Dataset items:

BEGIN

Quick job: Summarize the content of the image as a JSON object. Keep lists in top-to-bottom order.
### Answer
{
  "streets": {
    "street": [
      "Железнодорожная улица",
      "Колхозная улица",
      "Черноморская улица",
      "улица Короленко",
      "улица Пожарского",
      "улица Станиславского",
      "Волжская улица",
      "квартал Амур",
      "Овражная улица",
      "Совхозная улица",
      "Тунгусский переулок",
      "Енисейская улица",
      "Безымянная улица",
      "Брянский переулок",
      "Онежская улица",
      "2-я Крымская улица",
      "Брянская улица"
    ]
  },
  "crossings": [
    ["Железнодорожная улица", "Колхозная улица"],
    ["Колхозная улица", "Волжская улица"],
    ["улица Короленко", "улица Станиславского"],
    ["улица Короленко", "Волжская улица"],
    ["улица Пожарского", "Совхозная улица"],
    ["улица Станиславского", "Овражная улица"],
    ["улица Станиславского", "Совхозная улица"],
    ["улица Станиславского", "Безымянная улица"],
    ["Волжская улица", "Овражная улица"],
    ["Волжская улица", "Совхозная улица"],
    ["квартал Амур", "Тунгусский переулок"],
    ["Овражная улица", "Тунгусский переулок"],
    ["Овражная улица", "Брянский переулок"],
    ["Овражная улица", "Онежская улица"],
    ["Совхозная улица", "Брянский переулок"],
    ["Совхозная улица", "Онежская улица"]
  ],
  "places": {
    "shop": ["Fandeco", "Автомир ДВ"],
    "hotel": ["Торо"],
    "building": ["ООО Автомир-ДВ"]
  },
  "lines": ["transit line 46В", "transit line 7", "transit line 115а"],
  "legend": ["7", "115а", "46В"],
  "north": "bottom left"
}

END

Exercise description: Write the entries out again, exactly and completely.

Written response:
Quick job: Summarize the content of the image as a JSON object. Keep lists in top-to-bottom order.
### Answer
{
  "streets": {
    "street": [
      "Железнодорожная улица",
      "Колхозная улица",
      "Черноморская улица",
      "улица Короленко",
      "улица Пожарского",
      "улица Станиславского",
      "Волжская улица",
      "квартал Амур",
      "Овражная улица",
      "Совхозная улица",
      "Тунгусский переулок",
      "Енисейская улица",
      "Безымянная улица",
      "Брянский переулок",
      "Онежская улица",
      "2-я Крымская улица",
      "Брянская улица"
    ]
  },
  "crossings": [
    ["Железнодорожная улица", "Колхозная улица"],
    ["Колхозная улица", "Волжская улица"],
    ["улица Короленко", "улица Станиславского"],
    ["улица Короленко", "Волжская улица"],
    ["улица Пожарского", "Совхозная улица"],
    ["улица Станиславского", "Овражная улица"],
    ["улица Станиславского", "Совхозная улица"],
    ["улица Станиславского", "Безымянная улица"],
    ["Волжская улица", "Овражная улица"],
    ["Волжская улица", "Совхозная улица"],
    ["квартал Амур", "Тунгусский переулок"],
    ["Овражная улица", "Тунгусский переулок"],
    ["Овражная улица", "Брянский переулок"],
    ["Овражная улица", "Онежская улица"],
    ["Совхозная улица", "Брянский переулок"],
    ["Совхозная улица", "Онежская улица"]
  ],
  "places": {
    "shop": ["Fandeco", "Автомир ДВ"],
    "hotel": ["Торо"],
    "building": ["ООО Автомир-ДВ"]
  },
  "lines": ["transit line 46В", "transit line 7", "transit line 115а"],
  "legend": ["7", "115а", "46В"],
  "north": "bottom left"
}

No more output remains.